_About this task_.
Please return every line below that contains the string "note".

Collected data
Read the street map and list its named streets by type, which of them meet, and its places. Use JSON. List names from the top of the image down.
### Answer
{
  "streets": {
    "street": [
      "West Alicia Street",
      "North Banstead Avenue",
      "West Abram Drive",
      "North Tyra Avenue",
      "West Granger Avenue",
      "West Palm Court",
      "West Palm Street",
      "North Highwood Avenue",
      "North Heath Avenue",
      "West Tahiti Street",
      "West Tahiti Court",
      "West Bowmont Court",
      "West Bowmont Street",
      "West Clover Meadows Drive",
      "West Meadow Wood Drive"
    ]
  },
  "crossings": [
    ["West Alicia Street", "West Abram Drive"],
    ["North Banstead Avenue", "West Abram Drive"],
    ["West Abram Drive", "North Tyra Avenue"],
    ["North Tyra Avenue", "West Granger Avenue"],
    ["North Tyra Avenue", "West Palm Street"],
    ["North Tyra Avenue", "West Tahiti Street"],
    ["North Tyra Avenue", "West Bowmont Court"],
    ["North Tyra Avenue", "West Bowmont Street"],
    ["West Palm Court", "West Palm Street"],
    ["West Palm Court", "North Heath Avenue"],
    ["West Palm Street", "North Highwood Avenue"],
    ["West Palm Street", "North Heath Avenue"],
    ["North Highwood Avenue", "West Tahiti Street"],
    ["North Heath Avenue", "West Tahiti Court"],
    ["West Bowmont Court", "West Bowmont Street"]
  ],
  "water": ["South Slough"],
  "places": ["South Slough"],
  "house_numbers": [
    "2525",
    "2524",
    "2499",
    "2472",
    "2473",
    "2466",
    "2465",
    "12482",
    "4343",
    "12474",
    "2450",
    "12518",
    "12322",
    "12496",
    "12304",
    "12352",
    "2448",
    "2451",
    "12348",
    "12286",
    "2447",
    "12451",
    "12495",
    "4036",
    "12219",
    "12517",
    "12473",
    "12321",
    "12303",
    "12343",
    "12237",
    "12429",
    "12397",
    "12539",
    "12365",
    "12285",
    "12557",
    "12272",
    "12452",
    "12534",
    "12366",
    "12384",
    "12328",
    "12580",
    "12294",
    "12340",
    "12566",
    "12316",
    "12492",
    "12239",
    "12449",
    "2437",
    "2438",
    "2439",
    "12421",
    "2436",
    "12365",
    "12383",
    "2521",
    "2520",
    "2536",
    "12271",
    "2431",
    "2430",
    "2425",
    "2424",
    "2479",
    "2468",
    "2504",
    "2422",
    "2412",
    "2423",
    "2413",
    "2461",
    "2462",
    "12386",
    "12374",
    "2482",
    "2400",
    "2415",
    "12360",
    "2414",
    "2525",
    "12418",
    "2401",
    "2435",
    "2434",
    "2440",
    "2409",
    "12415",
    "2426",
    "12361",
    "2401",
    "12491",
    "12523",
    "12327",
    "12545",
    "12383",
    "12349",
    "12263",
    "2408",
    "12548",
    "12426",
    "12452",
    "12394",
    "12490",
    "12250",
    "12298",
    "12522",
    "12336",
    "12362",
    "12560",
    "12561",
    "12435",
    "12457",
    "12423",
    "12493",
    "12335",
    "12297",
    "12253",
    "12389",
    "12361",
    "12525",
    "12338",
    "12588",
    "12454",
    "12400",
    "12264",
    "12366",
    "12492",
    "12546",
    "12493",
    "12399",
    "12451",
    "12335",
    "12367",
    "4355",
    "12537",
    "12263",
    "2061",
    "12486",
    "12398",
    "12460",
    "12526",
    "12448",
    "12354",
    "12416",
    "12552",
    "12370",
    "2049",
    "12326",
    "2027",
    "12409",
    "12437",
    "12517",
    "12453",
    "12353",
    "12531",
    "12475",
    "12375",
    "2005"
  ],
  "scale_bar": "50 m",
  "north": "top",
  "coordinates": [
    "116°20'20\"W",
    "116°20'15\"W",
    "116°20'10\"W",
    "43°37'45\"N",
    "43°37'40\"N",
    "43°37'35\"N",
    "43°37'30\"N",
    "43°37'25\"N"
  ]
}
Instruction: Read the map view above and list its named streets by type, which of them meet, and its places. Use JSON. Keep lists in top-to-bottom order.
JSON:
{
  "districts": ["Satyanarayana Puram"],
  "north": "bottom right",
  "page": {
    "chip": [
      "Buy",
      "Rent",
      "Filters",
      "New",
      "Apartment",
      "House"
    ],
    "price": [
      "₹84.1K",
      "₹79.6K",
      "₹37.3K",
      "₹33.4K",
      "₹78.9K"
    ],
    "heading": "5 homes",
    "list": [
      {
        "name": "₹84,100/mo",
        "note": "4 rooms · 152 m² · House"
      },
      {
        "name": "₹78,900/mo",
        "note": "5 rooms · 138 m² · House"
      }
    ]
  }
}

_Answer box_.
        "note": "4 rooms · 152 m² · House"
        "note": "5 rooms · 138 m² · House"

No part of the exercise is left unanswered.